The developing economies are continuing to power the growth of the global economy, while most developed economies are struggling in the face of high unemployment and waning consumer demand.

These are just some of the findings in the latest report from PricewaterhouseCoopers LLP UK-based Economics team, as it forecasts global GDP growth to be 3.5% this year and 3.1% in 2011.

The report highlights the gap in performance and prospects between the developing and the developed world. Of the major emerging economies, China and India in particular are expected to continue their impressive growth in 2010 and 2011; for China, this forecast translates to 9.6% this year and 9.3% next, with the Indian economy set to grow by 8.6% this year and 8.5% next.

But it’s a very different picture in the developed economies. The climb out of recession in the Euroland is slow and painful for many countries, with high unemployment and upcoming austerity measures likely to dampen growth prospects. Germany, however, bucks the trend, with its forecast GDP growth at 3.3% this year — more than double the forecast growth figure for Euroland as a whole.

Slow return to growth

Meanwhile, the US economy is slowly returning to growth, despite persistently high unemployment and continuing fears over deflation. The central banks of the US, the UK and Japan have all indicated they may turn to quantitative easing (QE) in a bid to provide an extra boost to econ0mic recovery.

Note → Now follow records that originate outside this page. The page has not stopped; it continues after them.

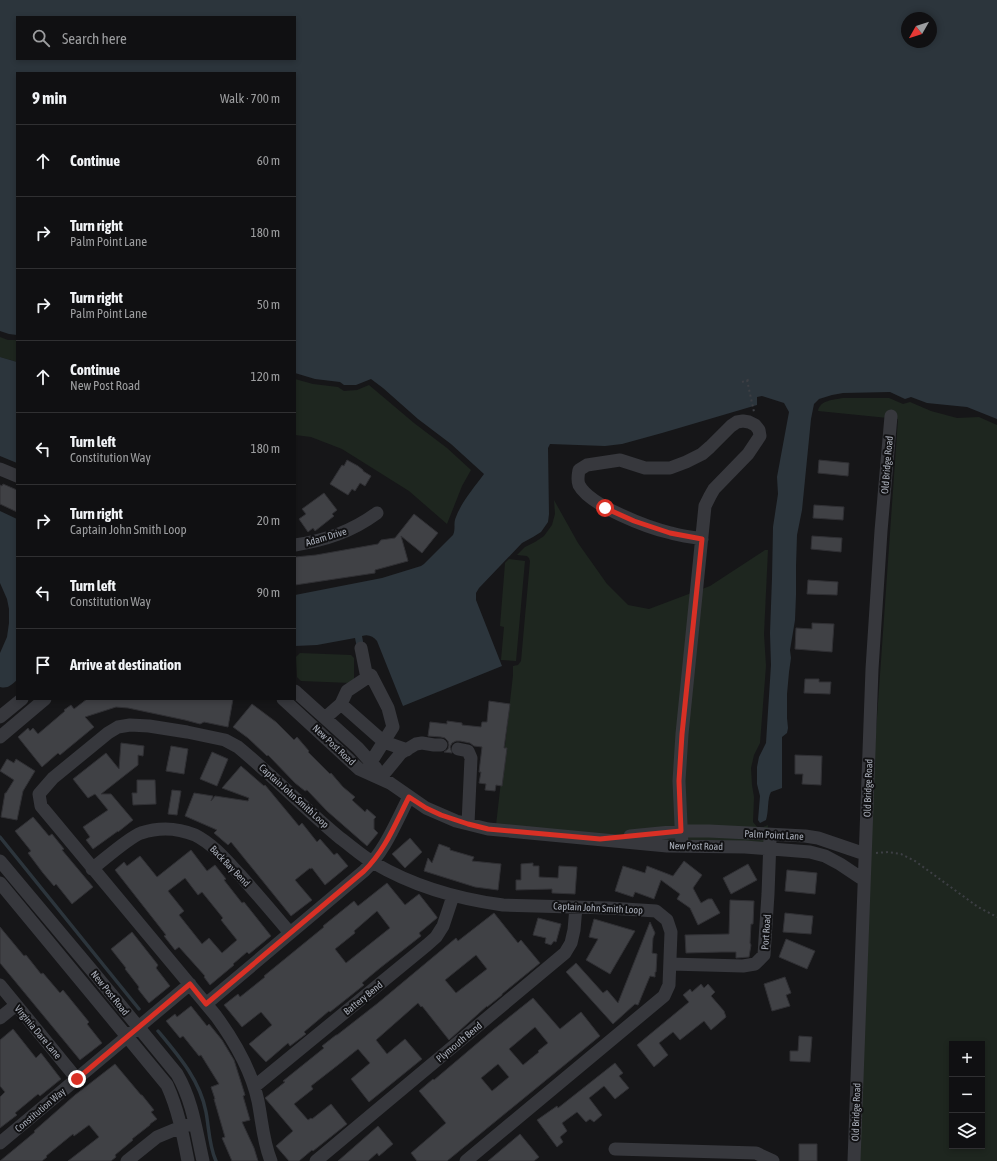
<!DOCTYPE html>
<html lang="en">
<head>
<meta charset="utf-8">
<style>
  body { margin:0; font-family:"Asap Condensed",sans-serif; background:#19191b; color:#f1f3f6 }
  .controls { position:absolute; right:12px; bottom:12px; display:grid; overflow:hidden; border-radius:0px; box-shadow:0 2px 6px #0003 }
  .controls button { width:36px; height:36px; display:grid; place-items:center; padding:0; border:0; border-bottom:1px solid #303032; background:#101012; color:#f1f3f6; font:20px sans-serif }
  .compass { position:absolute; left:901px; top:12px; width:36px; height:36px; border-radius:50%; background:#101012; box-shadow:0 2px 6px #0003; rotate:231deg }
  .stop { position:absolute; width:12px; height:12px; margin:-9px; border:3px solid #d93025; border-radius:50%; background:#fff }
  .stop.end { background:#d93025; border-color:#fff; box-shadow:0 1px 4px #0008 }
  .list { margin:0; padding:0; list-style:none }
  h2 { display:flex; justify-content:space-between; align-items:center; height:52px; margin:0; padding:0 16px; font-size:17px }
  h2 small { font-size:13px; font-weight:400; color:#9c9d9f }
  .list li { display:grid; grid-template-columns:26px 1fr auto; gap:12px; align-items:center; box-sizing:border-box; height:72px; padding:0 16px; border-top:1px solid #303032 }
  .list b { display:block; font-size:15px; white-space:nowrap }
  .list p { margin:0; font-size:13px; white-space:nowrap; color:#9c9d9f }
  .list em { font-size:13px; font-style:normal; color:#9c9d9f }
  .icon { flex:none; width:22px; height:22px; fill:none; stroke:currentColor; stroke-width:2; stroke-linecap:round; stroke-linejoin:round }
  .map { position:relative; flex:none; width:997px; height:1161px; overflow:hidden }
  .search { position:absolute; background:#101012; box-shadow:0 2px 6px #0003; left:16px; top:16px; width:280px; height:44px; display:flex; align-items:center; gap:10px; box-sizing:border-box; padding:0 14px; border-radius:0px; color:#9c9d9f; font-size:15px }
  .panel { position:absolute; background:#101012; box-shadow:0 2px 6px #0003; left:16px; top:72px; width:280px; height:628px; border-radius:0px }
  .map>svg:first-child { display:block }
  .green { fill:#1e261f; fill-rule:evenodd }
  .water { fill:#2c353c; fill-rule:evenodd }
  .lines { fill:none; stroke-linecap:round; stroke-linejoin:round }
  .stream { stroke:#2c353c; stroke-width:3.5 }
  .building { fill:#404145; stroke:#303034; fill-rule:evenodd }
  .path { stroke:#3d3f44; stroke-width:2; stroke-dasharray:2 3; stroke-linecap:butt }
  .minor { stroke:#37383d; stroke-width:13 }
  .route { stroke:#d93025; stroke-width:5 }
  .labels { text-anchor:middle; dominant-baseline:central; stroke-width:4; stroke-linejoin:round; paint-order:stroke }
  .street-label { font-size:10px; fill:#a8adb8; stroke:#111113 }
</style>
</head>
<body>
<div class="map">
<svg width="997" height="1161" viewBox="0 0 997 1161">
  <rect width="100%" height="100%" fill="#161618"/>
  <path class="green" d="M0,337L8,340H17V362L0,357Z
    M295,379L313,384L338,387L344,391L357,390L369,385L414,423L447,448L471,470L462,486L447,524L409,491L342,449L311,437L295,435Z
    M843,398H889L903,404L910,402L931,411L957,418L979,417L997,425V1161H855L875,746L898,419L818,411C820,400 833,400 843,398ZM952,1044H982V1146H952Z
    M554,500L578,543L607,584L628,605L649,609L710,586L765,550H768L764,634L766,666L760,743L754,755L751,768L752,785L754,797L753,822L758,828H761L768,825L767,847L495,834L513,675V666L518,665L521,661L530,561L529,558L527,556L517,555L525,547L535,542L544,536L552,525L555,514Z
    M509,559L525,561L516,661L501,660L504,627L500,626L505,563Z
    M300,653L351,655L354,658V679L351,683L301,681L297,677L296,657Z"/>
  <path class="water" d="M0,0H997V419L967,407L927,403L911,397L905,399L890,392L843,393L832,395L819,399L814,404L811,419L802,510L797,535L796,566V595L795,620L790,650L791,658L789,672L787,694V718L788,728L787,733L782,737V788L771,792C767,799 769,811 766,820L760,823L758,820L760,796L757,784V767L759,757L766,743L768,711L771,665L770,633L772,578L773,527L778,494L777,477L789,412L784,403L762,396L757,397V405L662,433L622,444L605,446L550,444L548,448L549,514L548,522L541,532L533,537L522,543L479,588L476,593V600L502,666L403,706L377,641C373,636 368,634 362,636L364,647L357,648L355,638L317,645L295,646V595L382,578L421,566L424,564L453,535C456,529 453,523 456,517C461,503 475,486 484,474L451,444L418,419L383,388L371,379L356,385H344L340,382L315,379L295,373V73H17V335L9,334L0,331ZM17,17H295V59H17ZM907,18H931V42H907Z
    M0,357L17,362V463L0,456Z
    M0,511L17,519V680C11,685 8,689 0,687V653L7,637L9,623V609L7,599L0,583Z"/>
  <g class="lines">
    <path class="stream" d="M0,837L139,1009
      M158,1031C178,1055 200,1080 206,1112C209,1128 209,1146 216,1161"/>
  </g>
  <path class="building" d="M347,460L358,466L363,470V471L371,476L365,486L360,483L355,491L352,489L348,495L330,484L342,465L344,466Z
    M819,460L849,463L848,476L818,473Z
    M3,484L17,490V512L0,504V485L2,486Z
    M324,493L337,510L332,514L334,516L315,531L313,528L308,532L299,519L306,514L302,509Z
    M814,505L844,507L843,520L813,518Z
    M414,514L438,533L422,553L401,536L408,561L375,570V573L295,585V557L316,555L378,544L381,540L395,538Z
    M812,536L842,538L841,552L811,549Z
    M808,580L838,582L837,595L807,594Z
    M812,623L834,624L832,652L795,649L796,628L812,629Z
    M805,679H819V682H831L830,694L804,693Z
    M87,699H233L228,727L204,722L200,724L185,720L128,708L116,707L85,717L94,727L60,755L58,753L42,767L18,737L28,728L30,731L33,728L38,734L65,711L64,710L71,705L74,709Z
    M489,701L510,704L504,748H507L502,786L496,785L495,791L485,790L486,784L479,783L481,772H479L482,747L474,746L470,743L460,741H456L452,743L450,747L452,753L444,752L448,749L449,745L448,741L445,738L441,737L428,736L430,722L447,724V721L462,723V725L481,727L482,722H487Z
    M252,704L276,722L294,740L297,737L309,751L308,752L330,774L331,773L343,787L355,797L352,800L365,812L367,809L376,817L374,819V829L378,833L367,846L327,811L307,790L305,791L295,783L268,755L267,756L248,738L233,727Z
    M121,743L144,746L143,756L138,755V765L101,794H111L133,820L118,832V831L93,849L86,840L90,837L83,827L108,810L95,794L88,798L73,779L106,753L119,769Z
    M171,746L188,749L184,774L166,771Z
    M212,752L228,759L217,786L200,779Z
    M795,755L822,756L821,785L802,784L803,774H795Z
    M7,759L14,763L16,759L35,771L23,791L17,820L1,817L5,793H6L14,780L0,771Z
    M241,766L264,786L265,785L299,826L302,823L317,842L320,839L334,855L337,853L348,866L325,885L312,868L310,869V868L295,880L312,900L291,916L231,842L228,845L214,833L217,830L185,816L194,793L213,796L211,801L215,796L248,801L249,798L222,788Z
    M137,780H155L156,804L133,805L132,793H137Z
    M172,790L181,791L177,815L168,814Z
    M33,817L49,836L52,834L64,849L62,850L93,887L72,904L56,884L54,886L43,873L28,853L31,851L15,831Z
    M410,838L422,852L405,868L392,854Z
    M439,844L450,848V850L474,857L472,861L501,864L498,890L475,887L424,871L428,858L432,863Z
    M191,850L207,871L215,865L226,879L224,880L242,903L244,902L271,936L249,954L247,952L233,964L234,965L210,985L204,977L205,976L179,947L175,950L164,936L166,935L115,870L124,862L127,866L140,856L157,877ZM185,878L198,895L202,892L223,918L221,920L237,940L222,953L209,938L202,944L179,915L184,911L168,891Z
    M684,861L702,875L693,888L701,903L708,899H712L720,913L698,925L690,908L677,899L680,894L661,880L654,899L635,892L633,897L615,891L623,866L645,873L647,866L673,876Z
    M533,863V866H539V877L558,878L559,866L577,867L575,894L552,893V889L516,890V880H521V864Z
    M748,864L757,880L731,894L723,878Z
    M787,870L817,873L815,894L785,891Z
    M387,883L405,905L419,894L437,917V918L419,933L421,936L380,968L362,983L364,985L330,1012L329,1011L304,1032L306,1034L290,1046L288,1043L266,1062L249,1044L272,1025L261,1012L242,1027L224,1005L238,994L240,997L265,977L264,976L324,927L323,926L354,901L358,906ZM377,911L390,928L346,963L335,949L355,933L354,931Z
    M730,900L754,901L753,924H751L750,943L751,945L749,957L736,958V952H722L686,953L685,935L729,934Z
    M494,913L518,943L521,940L540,963L502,994V995L487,1007V1006L449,1040L422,1006L421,1007L418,1003L376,1040L387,1054L405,1039L422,1059L369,1102L351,1079L370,1063L358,1049L338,1065L311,1086L313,1089L294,1104L308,1120L311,1118L312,1119L331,1104L347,1124L313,1151L312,1150L299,1161H289L276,1146L293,1131L265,1098L285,1082L283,1081L324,1048L322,1046L336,1035H337L378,1003L456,938L458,941ZM476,955L487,969L456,993L445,980Z
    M785,913L813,916L811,934L783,932Z
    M538,918L561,924L556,942L554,941L551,945L545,943L546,938L533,935Z
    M594,919L635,931L610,974L586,960L598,939L589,937Z
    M650,922L655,933L653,938L652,953L657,954L656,972H655V977L650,976L638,1005L635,1004L613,1024L566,972L576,963L603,993L607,990L618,1003Z
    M0,927L24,956L26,955L41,974L43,973L60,993L63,990L89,1022L87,1024L102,1043L80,1060L0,963Z
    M132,932L158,965L156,968L170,986L149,1003L138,989L139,987L129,974L125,969L126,968L111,949Z
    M786,939L815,951L807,969L779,957Z
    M785,977L791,993L786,995L790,1006L772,1011L764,984Z
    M701,984L704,988L708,984L715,992L711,996L724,1011L726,1017L711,1030L704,1021L680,1040L673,1032L659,1043L668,1055L654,1067L637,1045L689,1002L683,995L690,989L692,992Z
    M533,998L560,1029L581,1012L600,1036L447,1161H417L411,1153L446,1123L419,1091L433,1079L434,1080L493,1030ZM535,1027L548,1043L538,1051L539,1052L523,1065L509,1049ZM498,1064L509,1077L492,1091L481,1078Z
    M191,1006L207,1026L209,1024L222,1040L234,1060L245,1095L243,1096L250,1120L242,1122L254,1148L258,1161H232L222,1138L225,1137L214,1099H215L211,1087L219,1084L201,1055L199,1056L183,1036L180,1038L166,1021L175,1014L177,1017Z
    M13,1029L36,1058L41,1053L61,1079L40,1096L38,1094L15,1113L17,1115L0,1128V1097L5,1092L0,1086V1040Z
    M799,1036L812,1037L810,1062L790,1061V1051H798Z
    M615,1063L623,1073L619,1076L629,1088L615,1099L604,1086L589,1098L602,1115L594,1122L590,1119L586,1122L577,1112L562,1123L567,1131L560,1137L563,1142L557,1147L537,1120L557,1106L558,1108Z
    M115,1064L141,1095H142L154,1110L151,1112L157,1119L150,1124V1125L132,1139L133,1140L115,1155L116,1157L111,1161H68L99,1137L89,1125L74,1136L73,1134L46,1156L47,1157L42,1161H0L35,1132L34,1131L75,1095Z
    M378,1126L393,1144L379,1156L377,1153L368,1161H338Z
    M520,1134L539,1157L534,1161H488Z
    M799,1144H817V1161H799Z"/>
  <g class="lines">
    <path class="path" d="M747,380L754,412
      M742,382L751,379
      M876,853L888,852L901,854L915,861L978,907L997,917"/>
    <path class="minor" d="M0,469L17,476
      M295,545C326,540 351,532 377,513
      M361,648L367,678
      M295,691L358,748L376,768
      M283,699L359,769L390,783L426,808L456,821L488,829L667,846L745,847L810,852L825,856L840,864L864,880
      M341,704L384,742L407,750
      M0,717L22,699
      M325,718L341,704L347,691L371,675L388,708L393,727L371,762
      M0,737L45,699
      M458,749L468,751L471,758L468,824
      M383,775L401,753L416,744L422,743L434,745H441
      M630,836L681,831H709L805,836L818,838L865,854
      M682,846L679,781L682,734L705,506L710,496L714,489L748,454L760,436L759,430L755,425L749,422L743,421L737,422L731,426L710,447L702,454L686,462L670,468H645L620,460L587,465L579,470C578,476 577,480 579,485C590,506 649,528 671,533C681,536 692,537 702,539
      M0,861L94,973L177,1074C193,1102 196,1130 203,1161
      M92,869C105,859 128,838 141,833C159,827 178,828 195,835C213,844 227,861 240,875C257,894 274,914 290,933
      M0,883L167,1085C178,1109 183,1135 188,1161
      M670,964L743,966L755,964L764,955L768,894L770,840
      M0,985L77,1079
      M206,1004L364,871C385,851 396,822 409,797
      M0,1018L16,1005
      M254,1087L427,945L436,937L443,926L453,896
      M0,1143L190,984
      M615,1149L756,1153L773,1161
      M127,1161L157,1137L181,1127L189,1125
      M271,1161C263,1142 262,1121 258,1101C251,1069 235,1042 216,1016L41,806L39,794L53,778L108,733L118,727L130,725L149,726L187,732L225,740L238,747C273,776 305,809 340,838C351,846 362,856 374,863C413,886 458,899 503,905L609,908L656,911L667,920L671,932L669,985L664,996L466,1161
      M316,1161L565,953L571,943L574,930L576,907
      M854,1161L872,669L881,531L891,416"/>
  </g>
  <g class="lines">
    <path class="route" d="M77,1079L190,984L206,1004L364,871C385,851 396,822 409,797L426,808L441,815L468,824L488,829L600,839L681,831L679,781L682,734L702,539L670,533L634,521L605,508"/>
  </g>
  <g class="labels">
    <g class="street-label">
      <text transform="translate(887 465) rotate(-85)">Old Bridge Road</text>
      <text transform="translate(326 537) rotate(-17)">Adam Drive</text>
      <text transform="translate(334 745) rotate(43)">New Post Road</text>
      <text transform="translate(868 788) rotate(-88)">Old Bridge Road</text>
      <text transform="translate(294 796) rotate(42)">Captain John Smith Loop</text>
      <text transform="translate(774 835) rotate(3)">Palm Point Lane</text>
      <text transform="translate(696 846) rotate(1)">New Post Road</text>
      <text transform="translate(230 866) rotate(46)">Back Bay Bend</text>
      <text transform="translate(598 908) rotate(3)">Captain John Smith Loop</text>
      <text transform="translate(766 932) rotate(-86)">Port Road</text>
      <text transform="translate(110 993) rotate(51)">New Post Road</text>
      <text transform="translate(363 998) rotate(-39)">Battery Bend</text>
      <text transform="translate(38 1032) rotate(50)">Virginia Dare Lane</text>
      <text transform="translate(459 1042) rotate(-40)">Plymouth Bend</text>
      <text transform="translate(40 1110) rotate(-40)">Constitution Way</text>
      <text transform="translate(856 1112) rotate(-88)">Old Bridge Road</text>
    </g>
  </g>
</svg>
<div class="controls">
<button>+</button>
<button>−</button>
<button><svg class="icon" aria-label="layers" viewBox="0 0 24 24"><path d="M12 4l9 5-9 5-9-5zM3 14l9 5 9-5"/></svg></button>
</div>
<svg class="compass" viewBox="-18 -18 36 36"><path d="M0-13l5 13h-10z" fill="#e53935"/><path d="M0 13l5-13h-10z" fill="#9c9d9f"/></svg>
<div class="stop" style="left:605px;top:508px"></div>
<div class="stop end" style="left:77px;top:1079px"></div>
<div class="search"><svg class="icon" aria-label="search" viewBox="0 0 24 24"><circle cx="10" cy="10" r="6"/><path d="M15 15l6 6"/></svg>Search here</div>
<section class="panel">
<h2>9 min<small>Walk · 700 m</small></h2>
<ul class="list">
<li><svg class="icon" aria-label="ahead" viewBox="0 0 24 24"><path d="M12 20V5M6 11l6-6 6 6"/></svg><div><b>Continue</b></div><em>60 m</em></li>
<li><svg class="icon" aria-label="right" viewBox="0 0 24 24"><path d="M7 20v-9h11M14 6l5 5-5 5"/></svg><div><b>Turn right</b><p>Palm Point Lane</p></div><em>180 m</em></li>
<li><svg class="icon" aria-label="right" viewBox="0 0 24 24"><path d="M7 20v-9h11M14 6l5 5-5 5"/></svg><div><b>Turn right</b><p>Palm Point Lane</p></div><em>50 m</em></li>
<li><svg class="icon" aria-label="ahead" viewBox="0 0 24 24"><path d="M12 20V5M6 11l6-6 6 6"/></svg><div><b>Continue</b><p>New Post Road</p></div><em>120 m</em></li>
<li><svg class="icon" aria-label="left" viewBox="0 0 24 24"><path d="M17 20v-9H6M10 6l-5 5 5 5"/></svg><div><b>Turn left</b><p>Constitution Way</p></div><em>180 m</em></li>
<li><svg class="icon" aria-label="right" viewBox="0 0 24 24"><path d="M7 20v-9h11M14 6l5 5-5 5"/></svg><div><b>Turn right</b><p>Captain John Smith Loop</p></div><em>20 m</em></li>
<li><svg class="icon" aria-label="left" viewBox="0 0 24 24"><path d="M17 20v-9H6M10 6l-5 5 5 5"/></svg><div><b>Turn left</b><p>Constitution Way</p></div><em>90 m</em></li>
<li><svg class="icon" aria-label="arrive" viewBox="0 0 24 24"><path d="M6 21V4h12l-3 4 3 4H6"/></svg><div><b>Arrive at destination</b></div></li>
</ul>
</section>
</div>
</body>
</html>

Yael Selfin, Head of PwC’s Macro Consulting team, says: “Consumers are feeling the after-effects of the recession, with confidence surveys painting a picture of concerned consumers across many economies. In the US, for example, stubbornly high unemployment (above 9%) is combining with weakly recovering house prices and an uncertain fiscal outlook to dampen confidence.”

And the latest round of business confidence results shows a similar pattern. “So far this year, business confidence has been stagnant in the US, while confidence levels in Japan and the Euroland appear to be continuing a slow recovery towards pre-crisis levels,” says Yael.